迷子の警察音楽隊

『迷子の警察音楽隊』を観てきた。
エジプトの警察音楽隊がイスラエルに演奏の招待を受けるが手違いによって、演奏隊は目的地と一字違いの小さな町に迷いこみ、そこで一夜を過ごすこととなる。
エジプトとイスラエルの関係―パレスチナとイスラエルの関係、アラブとユダヤから容易に複雑なものだと推測できる*1
会話は英語でされるが、感情と共に発せられる時ヘブライ語、アラブ語が飛び交う。その言葉に警戒する者、その美しさに聞き惚れる者。どちらにしてもその会話の字幕のかぎかっこが、もどかしい。よくよく考えて見れば、この字幕によって、私たちはどの言葉も理解できる第三者になることが出来ていたわけだ。皮肉にも彼らが共通言語にしている英語も字幕で観ることになってしまうのだが。
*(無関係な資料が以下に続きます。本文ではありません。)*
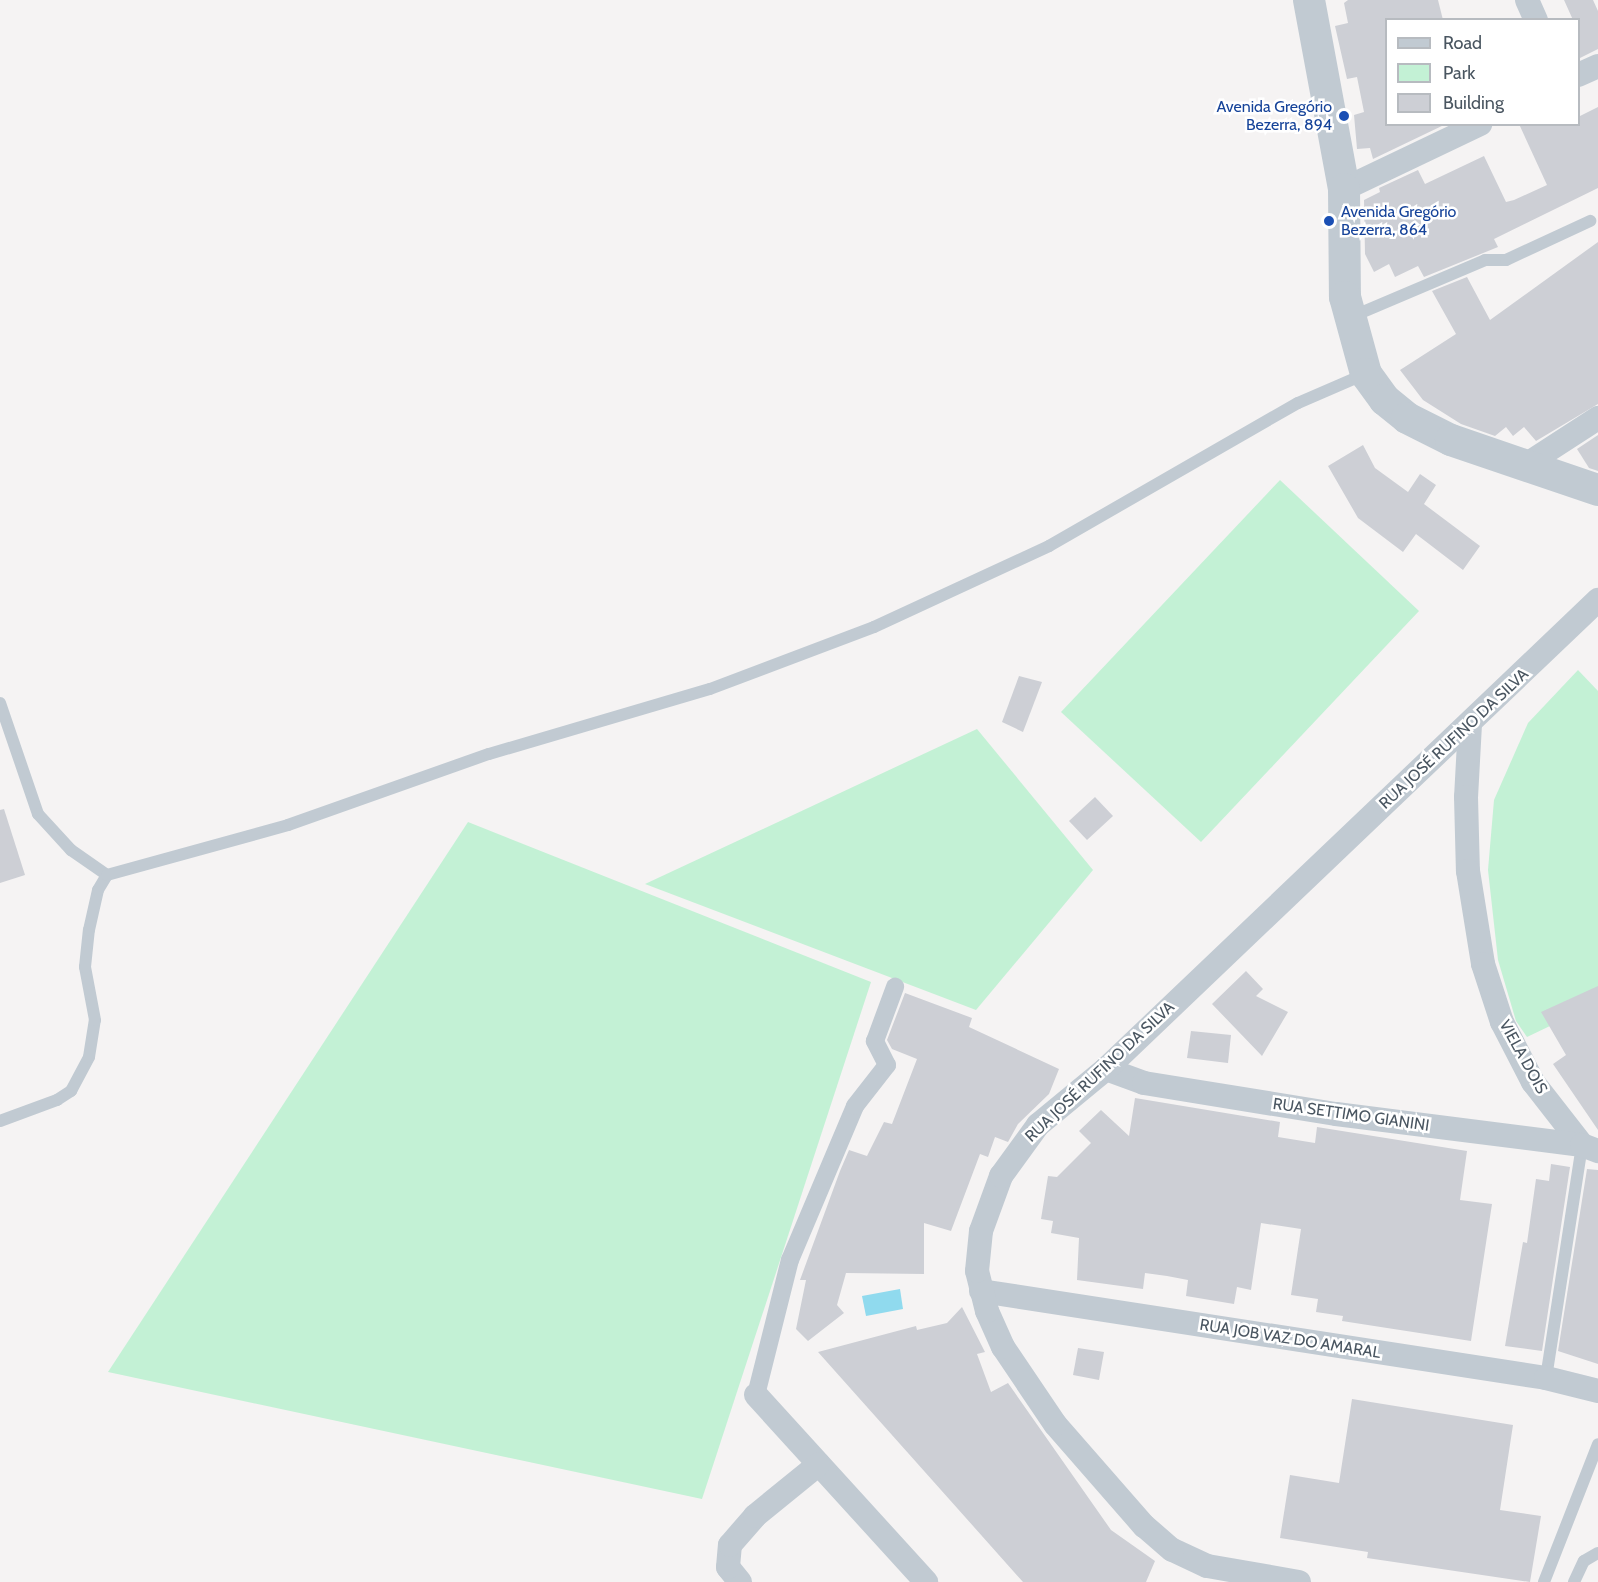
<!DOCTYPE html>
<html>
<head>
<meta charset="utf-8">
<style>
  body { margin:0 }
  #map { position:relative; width:1598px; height:1582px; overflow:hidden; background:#f5f3f3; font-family:Cabin,sans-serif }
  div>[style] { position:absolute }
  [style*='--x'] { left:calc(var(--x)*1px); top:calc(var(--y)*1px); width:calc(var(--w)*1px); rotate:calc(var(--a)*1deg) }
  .green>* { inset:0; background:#c3f1d5 }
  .water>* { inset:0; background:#90daee }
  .building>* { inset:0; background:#cdcfd5 }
  .service>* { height:12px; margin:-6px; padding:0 6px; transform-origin:6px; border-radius:6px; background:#c1cad2 }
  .pedestrian>* { height:18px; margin:-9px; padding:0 9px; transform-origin:9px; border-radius:9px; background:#c1cad2 }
  .minor>* { height:24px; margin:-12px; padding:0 12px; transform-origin:12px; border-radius:12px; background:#c1cad2 }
  .tertiary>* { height:32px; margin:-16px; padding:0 16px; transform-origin:16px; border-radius:16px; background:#c1cad2 }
  .dots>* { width:16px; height:16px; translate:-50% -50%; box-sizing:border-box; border:3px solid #fff; border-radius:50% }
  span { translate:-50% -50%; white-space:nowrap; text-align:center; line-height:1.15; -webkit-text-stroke:5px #fff; paint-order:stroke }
  .transit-label { font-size:16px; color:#164399 }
  .right { translate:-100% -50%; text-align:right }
  .left { translate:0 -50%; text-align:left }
  .street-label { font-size:16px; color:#4a5661 }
  .legend { position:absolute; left:1385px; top:18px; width:195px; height:108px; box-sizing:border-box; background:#fff; border:2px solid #b7bbc0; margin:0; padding:8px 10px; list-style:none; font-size:18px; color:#4a5661 }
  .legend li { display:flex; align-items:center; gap:12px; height:30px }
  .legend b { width:30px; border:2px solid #b7bbc0 }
</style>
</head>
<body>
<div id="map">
  <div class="green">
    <i style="clip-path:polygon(1280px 480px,1419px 611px,1201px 842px,1061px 712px)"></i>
    <i style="clip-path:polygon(1578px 670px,1598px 691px,1598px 1003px,1527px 1037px,1516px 1021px,1498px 960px,1488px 870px,1494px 800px,1528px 723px)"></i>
    <i style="clip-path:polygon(977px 729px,1093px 870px,976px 1010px,645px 884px)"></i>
    <i style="clip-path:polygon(468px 822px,871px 982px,702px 1499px,108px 1372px)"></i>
  </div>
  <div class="water">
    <i style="clip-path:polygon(900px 1289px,903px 1309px,866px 1316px,862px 1296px)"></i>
  </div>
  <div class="building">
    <i style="clip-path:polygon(1348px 0,1438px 0,1443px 20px,1386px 20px,1386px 124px,1446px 124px,1373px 159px,1370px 148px,1357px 149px,1354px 115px,1364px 112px,1357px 77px,1347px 79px,1335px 26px,1348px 23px,1344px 3px)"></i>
    <i style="clip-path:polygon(1564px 0,1593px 0,1598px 11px,1598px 49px,1578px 59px,1578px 20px,1573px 20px)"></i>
    <i style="clip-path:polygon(1598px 107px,1598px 188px,1494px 239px,1498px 247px,1424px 277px,1418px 266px,1395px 277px,1389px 264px,1374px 272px,1365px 254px,1364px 200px,1380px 192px,1379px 188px,1418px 170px,1425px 184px,1484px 156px,1506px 202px,1514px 200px,1547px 185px,1519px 124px,1578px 124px,1578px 117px)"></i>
    <i style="clip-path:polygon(1598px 242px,1598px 404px,1536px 441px,1524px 427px,1513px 436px,1506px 427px,1495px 436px,1461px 424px,1423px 400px,1400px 370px,1456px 334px,1432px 291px,1467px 277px,1490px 320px)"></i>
    <i style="clip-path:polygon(1598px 435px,1598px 471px,1589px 468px,1577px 449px)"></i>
    <i style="clip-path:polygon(1363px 445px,1375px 468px,1408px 492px,1420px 474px,1436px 485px,1424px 504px,1480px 546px,1463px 570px,1416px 534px,1403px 552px,1358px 518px,1328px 466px)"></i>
    <i style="clip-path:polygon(1019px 676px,1042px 682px,1023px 732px,1002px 722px)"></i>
    <i style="clip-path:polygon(1095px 797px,1113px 816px,1087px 840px,1069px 821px)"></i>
    <i style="clip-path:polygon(4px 809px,25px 875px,0 883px,0 810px)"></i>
    <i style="clip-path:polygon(1246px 971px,1263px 989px,1256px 996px,1288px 1012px,1262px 1056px,1212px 1004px)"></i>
    <i style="clip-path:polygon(1598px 986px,1598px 1130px,1553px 1064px,1566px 1055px,1541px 1012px)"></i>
    <i style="clip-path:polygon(905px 993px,972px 1018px,969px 1027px,1059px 1069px,1049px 1094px,1018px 1124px,1008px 1142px,995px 1137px,988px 1157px,980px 1154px,951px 1231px,924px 1223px,924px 1274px,846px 1273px,837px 1305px,844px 1313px,808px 1341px,796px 1329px,806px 1280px,800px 1280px,840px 1171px,849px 1150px,867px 1156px,884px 1122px,892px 1124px,917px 1059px,892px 1049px,887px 1040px)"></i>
    <i style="clip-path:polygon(1191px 1031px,1231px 1035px,1228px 1063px,1187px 1058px)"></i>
    <i style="clip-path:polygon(1135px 1098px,1280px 1122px,1278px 1137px,1315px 1143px,1317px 1127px,1467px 1151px,1460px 1200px,1492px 1204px,1471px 1341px,1342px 1321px,1343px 1316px,1316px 1312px,1318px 1299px,1291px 1295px,1301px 1229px,1261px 1223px,1251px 1290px,1237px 1287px,1234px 1304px,1186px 1296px,1188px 1280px,1167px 1276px,1145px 1273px,1143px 1289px,1077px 1280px,1079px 1238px,1051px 1233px,1053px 1221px,1041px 1219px,1048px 1176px,1057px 1177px,1091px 1143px,1079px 1131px,1101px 1110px,1129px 1136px)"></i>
    <i style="clip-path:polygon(1551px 1164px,1570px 1167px,1542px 1351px,1505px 1346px,1523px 1242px,1527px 1243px,1536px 1179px,1549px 1181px)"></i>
    <i style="clip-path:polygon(1587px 1169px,1598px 1170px,1598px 1364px,1558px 1351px)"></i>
    <i style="clip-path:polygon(962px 1307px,985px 1352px,977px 1354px,991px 1392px,1008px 1383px,1111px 1530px,1155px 1561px,1146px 1582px,1023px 1582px,818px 1352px,916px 1326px,917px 1330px,947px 1323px)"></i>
    <i style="clip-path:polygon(1078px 1348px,1104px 1352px,1099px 1380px,1073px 1375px)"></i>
    <i style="clip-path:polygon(1352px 1399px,1513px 1425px,1500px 1510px,1541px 1516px,1530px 1582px,1367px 1558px,1368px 1552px,1280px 1538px,1290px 1475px,1339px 1483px)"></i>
  </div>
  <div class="service">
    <i style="--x:1351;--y:317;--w:146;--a:-23"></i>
    <i style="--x:1485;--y:260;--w:21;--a:0"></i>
    <i style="--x:1506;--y:260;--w:93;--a:-24.9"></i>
    <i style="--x:0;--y:703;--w:117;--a:71.1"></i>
    <i style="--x:38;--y:814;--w:49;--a:47.5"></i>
    <i style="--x:71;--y:850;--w:44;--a:34.8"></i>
    <i style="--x:0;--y:1121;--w:61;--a:-20.2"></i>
    <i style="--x:57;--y:1100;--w:17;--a:-33"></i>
    <i style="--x:71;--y:1091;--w:38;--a:-62"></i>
    <i style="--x:89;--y:1057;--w:37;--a:-81"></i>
    <i style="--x:95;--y:1020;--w:54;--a:-100.7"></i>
    <i style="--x:85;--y:967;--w:37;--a:-84"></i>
    <i style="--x:89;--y:930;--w:41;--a:-77.3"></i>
    <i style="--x:98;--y:890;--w:17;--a:-59"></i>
    <i style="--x:107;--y:875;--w:188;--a:-15.4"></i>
    <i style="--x:288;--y:825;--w:213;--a:-19.5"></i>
    <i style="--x:489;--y:754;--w:230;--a:-16.4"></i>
    <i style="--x:710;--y:689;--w:175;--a:-20.7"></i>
    <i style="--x:874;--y:627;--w:193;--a:-24.8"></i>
    <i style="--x:1049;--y:546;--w:287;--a:-29.9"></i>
    <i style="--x:1298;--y:403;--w:73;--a:-23.4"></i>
    <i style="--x:1546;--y:1378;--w:236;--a:-81.2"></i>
    <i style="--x:1544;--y:1582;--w:148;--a:-68.6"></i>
    <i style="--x:1574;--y:1582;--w:23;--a:-65"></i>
    <i style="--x:1584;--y:1561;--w:16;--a:-30"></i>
  </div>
  <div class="pedestrian">
    <i style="--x:756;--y:1395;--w:139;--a:-75.9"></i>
    <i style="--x:790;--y:1260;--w:167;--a:-67.1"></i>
    <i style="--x:855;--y:1106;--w:52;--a:-52"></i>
    <i style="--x:887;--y:1065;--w:27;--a:-117"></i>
    <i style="--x:875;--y:1041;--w:58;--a:-69.7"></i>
  </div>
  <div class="minor">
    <i style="--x:1527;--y:0;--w:22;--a:66"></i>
    <i style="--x:1578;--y:75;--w:22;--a:-24"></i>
    <i style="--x:1344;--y:189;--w:151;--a:-25.5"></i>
    <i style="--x:1527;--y:464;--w:85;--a:-32.9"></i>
    <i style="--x:1470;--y:724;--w:73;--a:93.1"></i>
    <i style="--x:1466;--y:797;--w:74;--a:88.5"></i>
    <i style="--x:1468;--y:871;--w:94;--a:80.8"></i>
    <i style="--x:1483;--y:964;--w:61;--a:71.9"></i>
    <i style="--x:1502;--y:1022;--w:68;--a:62.7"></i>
    <i style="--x:1533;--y:1082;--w:80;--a:52.1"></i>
    <i style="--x:1106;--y:1069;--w:40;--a:20.2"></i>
    <i style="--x:1144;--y:1083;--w:194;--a:9.2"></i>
    <i style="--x:1336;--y:1114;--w:248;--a:7.2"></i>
    <i style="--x:1582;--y:1145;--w:17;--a:21"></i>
    <i style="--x:981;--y:1291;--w:572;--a:8.75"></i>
    <i style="--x:1546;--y:1378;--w:54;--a:14"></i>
    <i style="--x:756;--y:1395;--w:253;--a:47.7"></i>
    <i style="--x:740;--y:1582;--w:19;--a:-129"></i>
    <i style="--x:728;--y:1567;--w:22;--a:-85"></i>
    <i style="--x:730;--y:1545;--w:38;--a:-49"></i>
    <i style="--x:755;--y:1516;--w:82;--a:-39.1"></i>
    <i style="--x:1299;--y:1582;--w:93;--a:-170.1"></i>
    <i style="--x:1207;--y:1566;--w:38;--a:-155"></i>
    <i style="--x:1172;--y:1550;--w:37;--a:-139"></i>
    <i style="--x:1144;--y:1526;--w:135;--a:-131.1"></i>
    <i style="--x:1055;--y:1424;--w:93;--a:-124"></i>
    <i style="--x:1003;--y:1347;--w:39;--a:-114"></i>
    <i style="--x:987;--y:1311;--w:41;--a:-104"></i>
    <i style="--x:977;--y:1271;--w:40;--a:-84.3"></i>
    <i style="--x:981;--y:1231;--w:59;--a:-70"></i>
    <i style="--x:1001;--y:1176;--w:63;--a:-54"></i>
    <i style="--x:1038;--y:1125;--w:88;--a:-39.5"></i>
    <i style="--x:1106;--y:1069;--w:680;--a:-43.63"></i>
  </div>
  <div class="tertiary">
    <i style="--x:1309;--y:0;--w:192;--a:79.5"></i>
    <i style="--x:1344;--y:189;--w:108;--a:89.5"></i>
    <i style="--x:1345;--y:297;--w:80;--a:74.7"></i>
    <i style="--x:1366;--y:374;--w:32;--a:54"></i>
    <i style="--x:1385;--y:400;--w:28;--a:39"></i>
    <i style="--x:1407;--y:418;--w:49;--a:26.6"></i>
    <i style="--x:1451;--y:440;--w:155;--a:18.8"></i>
  </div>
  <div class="dots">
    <i style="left:1344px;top:116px;background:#1a4fb4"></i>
    <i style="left:1329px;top:221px;background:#1a4fb4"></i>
  </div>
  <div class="transit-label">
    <span class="right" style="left:1332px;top:116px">Avenida Gregório<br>Bezerra, 894</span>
    <span class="left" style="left:1341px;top:221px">Avenida Gregório<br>Bezerra, 864</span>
  </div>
  <div class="street-label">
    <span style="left:1454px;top:739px;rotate:-43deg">RUA JOSÉ RUFINO DA SILVA</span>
    <span style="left:1523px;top:1057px;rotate:61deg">VIELA DOIS</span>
    <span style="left:1100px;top:1072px;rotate:-43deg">RUA JOSÉ RUFINO DA SILVA</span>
    <span style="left:1351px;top:1115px;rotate:8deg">RUA SETTIMO GIANINI</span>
    <span style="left:1290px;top:1339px;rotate:9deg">RUA JOB VAZ DO AMARAL</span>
  </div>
  <ul class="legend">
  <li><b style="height:8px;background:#c1cad2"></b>Road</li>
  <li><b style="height:16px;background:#c3f1d5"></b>Park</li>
  <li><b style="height:16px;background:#cdcfd5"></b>Building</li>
  </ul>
</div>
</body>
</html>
この物語が希望を発見する物語には正直思えなかった。むしろ、人と人の関係性の断絶を思いしらされた。音楽隊員たちは一夜を無難に過ごすことに苦心、むしろその放棄にも見ようによって観れた。彼らは仲間と、身内を理解することでやっとなのだ。しかしそれは当然の話だ。それは自らの生活がそう物語っている。頭の中で皆が手を取り合っても構わないかもしれないが、現実には隣人の手さえ握りたくもないのだから。何だか話がそれているような感じがするのだが、そこで昨日の平行線の話になる。もし二つの平行線が私を挟み地平線まで伸びていたのなら、二つの平行線は地平線に向けて限りなく近づき、交わるかもしれないということ。それは鳥瞰図ではなく、地に足をつけなければみることの出来ない接近、交わりだ。何も背伸びすることもない、飛ぶこともない。………結局私はそうすることによって希望を持つということか。地に足をつけて希望を見出す。ひとたび頭を使えば地上を離れ限りなく続く平行線。平行線つまり文化の相対性を考えると、つなげればよいというわけではないんだが、しかし我ながらよくわからない考えだとも思う。

*1:しかし、それほど簡単な二項対立だけではないようだ。はてなのユダヤ人のキーワードにもあるようにアラブ諸国出身ユダヤ人に対する西欧出身のユダヤ人への差別など。ただアラブ諸国出身のユダヤ人はイスラエルにアラブ文化を紹介する役割を担ったようだ。